-- What you need to do --
Only part of the listing is needed, namely the lines from its start through the line with "filter:drop-shadow(0 0 2px", and they should be retyped exactly.
Start of Data for analysis
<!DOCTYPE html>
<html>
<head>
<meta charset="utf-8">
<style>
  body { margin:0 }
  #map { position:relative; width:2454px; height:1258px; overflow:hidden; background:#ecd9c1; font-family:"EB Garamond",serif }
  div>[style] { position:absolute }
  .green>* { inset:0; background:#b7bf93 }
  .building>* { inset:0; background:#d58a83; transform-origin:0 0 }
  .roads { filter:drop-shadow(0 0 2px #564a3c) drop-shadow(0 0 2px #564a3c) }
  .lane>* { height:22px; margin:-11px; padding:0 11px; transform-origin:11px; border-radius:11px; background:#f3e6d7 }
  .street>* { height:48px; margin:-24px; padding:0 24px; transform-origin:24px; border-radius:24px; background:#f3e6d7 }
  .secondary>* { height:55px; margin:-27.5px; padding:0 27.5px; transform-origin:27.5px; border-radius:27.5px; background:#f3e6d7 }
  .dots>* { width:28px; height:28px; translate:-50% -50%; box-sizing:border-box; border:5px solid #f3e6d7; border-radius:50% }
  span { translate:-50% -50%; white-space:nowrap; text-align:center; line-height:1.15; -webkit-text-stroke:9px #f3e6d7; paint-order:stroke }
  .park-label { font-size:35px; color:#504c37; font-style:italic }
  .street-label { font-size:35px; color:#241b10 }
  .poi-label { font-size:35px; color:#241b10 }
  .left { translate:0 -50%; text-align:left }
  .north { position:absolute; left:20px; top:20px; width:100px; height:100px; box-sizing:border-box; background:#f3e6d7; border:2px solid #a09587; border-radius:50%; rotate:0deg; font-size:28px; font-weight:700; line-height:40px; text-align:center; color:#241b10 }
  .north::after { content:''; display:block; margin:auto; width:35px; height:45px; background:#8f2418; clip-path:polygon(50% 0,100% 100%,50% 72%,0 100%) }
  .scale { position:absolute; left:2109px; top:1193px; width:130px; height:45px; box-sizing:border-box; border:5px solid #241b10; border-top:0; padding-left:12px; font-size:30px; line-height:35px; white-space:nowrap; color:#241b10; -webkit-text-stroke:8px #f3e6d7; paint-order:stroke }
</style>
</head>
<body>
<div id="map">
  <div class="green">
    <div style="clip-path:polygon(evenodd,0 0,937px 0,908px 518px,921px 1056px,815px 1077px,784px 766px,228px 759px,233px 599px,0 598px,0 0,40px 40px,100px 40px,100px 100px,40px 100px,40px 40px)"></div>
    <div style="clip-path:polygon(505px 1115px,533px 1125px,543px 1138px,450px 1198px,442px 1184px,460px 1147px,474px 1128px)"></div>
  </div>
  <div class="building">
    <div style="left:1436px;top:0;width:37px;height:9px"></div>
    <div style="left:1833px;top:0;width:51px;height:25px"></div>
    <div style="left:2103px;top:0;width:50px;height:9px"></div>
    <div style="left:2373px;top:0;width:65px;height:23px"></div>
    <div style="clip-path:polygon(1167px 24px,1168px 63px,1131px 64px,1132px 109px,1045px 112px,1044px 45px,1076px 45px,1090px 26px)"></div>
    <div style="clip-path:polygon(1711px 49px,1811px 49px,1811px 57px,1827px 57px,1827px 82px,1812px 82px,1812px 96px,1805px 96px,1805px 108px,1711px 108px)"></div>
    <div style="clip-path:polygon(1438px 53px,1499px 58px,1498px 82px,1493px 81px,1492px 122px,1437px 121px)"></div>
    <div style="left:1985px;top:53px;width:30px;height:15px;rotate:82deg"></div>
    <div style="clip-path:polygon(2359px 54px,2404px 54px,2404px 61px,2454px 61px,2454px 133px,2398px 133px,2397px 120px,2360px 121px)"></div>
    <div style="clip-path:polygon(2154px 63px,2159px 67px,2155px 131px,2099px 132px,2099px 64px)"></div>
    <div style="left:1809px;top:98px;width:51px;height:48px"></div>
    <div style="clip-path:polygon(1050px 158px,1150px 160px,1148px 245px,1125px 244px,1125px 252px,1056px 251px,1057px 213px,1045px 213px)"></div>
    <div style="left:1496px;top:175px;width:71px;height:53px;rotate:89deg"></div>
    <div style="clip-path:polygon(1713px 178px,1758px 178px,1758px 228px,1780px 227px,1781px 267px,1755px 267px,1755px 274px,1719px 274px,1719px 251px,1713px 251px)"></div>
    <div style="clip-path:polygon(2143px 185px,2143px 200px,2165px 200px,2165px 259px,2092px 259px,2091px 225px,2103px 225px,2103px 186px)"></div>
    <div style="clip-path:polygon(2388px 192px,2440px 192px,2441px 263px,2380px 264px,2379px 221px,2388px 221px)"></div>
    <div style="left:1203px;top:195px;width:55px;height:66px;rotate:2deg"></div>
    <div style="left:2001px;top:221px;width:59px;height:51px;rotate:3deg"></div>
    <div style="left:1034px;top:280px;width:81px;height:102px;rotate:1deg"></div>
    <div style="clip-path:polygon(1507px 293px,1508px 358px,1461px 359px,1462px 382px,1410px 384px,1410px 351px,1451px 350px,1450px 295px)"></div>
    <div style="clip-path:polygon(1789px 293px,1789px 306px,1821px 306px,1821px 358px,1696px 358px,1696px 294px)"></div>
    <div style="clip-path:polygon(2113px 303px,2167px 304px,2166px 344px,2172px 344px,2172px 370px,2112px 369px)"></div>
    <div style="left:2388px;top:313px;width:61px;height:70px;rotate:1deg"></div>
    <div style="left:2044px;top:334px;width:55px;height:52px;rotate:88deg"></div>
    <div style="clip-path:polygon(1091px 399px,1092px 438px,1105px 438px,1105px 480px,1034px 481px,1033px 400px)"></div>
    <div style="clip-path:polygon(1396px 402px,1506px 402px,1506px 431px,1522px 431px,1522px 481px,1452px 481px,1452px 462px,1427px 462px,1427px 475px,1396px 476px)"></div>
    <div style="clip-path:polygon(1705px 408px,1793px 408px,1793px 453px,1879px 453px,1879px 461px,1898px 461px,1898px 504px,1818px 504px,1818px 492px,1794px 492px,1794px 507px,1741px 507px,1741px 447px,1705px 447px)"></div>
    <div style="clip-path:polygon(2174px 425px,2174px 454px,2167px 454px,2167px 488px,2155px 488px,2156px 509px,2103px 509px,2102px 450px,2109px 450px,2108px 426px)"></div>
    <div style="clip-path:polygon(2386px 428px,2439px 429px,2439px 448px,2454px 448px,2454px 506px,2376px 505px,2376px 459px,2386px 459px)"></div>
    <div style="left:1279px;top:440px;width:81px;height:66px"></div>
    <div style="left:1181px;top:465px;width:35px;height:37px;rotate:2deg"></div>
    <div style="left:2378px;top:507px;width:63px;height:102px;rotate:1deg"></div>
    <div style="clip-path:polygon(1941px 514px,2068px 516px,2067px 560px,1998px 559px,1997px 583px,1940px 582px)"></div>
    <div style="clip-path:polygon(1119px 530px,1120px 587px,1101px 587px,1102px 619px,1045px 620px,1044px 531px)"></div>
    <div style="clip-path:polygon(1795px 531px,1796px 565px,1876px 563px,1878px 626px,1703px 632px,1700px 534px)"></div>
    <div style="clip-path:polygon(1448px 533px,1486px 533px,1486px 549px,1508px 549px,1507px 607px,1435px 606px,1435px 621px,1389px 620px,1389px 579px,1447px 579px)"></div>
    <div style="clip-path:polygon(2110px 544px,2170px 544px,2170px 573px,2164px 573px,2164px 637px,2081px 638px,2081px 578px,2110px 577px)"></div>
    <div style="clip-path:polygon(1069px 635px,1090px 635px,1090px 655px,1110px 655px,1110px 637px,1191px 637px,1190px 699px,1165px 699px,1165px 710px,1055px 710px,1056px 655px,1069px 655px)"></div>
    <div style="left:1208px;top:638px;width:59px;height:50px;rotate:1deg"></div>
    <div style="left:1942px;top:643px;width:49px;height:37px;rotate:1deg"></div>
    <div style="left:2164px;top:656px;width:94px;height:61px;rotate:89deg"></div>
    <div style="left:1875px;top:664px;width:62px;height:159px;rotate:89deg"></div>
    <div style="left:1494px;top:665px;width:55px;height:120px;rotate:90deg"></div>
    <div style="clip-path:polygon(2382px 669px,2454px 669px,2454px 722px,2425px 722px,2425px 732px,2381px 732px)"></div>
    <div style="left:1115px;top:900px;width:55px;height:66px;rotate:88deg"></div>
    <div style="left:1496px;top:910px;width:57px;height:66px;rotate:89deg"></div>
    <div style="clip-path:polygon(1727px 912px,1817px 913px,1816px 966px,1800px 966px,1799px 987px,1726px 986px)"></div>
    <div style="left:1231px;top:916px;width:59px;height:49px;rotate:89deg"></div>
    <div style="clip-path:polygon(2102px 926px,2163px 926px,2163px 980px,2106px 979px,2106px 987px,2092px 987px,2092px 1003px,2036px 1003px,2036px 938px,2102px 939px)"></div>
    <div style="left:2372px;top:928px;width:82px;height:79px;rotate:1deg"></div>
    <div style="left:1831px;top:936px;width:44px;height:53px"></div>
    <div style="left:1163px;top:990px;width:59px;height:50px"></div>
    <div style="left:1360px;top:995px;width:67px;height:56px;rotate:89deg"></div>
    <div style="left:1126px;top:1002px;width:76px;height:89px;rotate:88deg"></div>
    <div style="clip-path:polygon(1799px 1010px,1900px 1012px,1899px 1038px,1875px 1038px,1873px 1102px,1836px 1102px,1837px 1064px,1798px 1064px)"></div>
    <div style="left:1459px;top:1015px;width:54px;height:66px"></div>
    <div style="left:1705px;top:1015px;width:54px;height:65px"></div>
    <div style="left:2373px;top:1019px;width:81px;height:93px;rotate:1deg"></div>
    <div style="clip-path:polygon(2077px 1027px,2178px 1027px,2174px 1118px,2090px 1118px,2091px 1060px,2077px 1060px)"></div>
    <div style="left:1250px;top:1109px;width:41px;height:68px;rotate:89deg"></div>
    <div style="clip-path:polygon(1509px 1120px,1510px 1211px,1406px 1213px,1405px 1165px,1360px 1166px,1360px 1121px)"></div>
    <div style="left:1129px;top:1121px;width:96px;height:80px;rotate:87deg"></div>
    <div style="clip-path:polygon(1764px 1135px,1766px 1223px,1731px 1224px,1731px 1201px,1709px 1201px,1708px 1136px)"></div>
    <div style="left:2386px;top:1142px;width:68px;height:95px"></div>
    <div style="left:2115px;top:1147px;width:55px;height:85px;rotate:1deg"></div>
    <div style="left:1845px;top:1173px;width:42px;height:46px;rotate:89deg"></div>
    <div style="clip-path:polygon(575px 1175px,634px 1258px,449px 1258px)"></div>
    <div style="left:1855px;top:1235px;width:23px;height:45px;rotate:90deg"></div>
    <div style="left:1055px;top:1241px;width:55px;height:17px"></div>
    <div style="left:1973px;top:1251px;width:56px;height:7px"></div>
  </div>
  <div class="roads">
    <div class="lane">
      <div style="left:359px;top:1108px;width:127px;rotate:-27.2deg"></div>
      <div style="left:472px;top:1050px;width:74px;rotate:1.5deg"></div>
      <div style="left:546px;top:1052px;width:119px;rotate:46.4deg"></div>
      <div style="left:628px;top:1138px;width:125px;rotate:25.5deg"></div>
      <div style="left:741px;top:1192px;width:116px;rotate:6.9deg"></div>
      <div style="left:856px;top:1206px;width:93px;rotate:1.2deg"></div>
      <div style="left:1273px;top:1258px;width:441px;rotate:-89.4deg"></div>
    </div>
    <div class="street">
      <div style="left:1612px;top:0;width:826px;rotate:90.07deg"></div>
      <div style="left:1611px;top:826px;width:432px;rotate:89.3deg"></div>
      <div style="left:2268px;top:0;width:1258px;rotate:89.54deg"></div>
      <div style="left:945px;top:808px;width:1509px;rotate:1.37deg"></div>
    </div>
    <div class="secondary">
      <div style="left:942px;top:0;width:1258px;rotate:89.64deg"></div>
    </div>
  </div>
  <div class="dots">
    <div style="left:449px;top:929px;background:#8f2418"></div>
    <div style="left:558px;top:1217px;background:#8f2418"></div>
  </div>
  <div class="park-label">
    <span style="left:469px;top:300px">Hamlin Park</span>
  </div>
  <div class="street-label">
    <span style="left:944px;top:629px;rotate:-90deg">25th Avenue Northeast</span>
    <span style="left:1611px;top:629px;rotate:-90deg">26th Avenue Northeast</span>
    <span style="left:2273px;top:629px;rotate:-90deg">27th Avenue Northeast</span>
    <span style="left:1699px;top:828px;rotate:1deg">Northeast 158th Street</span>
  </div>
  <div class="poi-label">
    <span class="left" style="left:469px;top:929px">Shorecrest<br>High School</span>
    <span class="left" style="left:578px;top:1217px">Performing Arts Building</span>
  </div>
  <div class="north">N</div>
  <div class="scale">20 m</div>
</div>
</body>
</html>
End of Data for analysis
-- Solution --
<!DOCTYPE html>
<html>
<head>
<meta charset="utf-8">
<style>
  body { margin:0 }
  #map { position:relative; width:2454px; height:1258px; overflow:hidden; background:#ecd9c1; font-family:"EB Garamond",serif }
  div>[style] { position:absolute }
  .green>* { inset:0; background:#b7bf93 }
  .building>* { inset:0; background:#d58a83; transform-origin:0 0 }
  .roads { filter:drop-shadow(0 0 2px #564a3c) drop-shadow(0 0 2px #564a3c) }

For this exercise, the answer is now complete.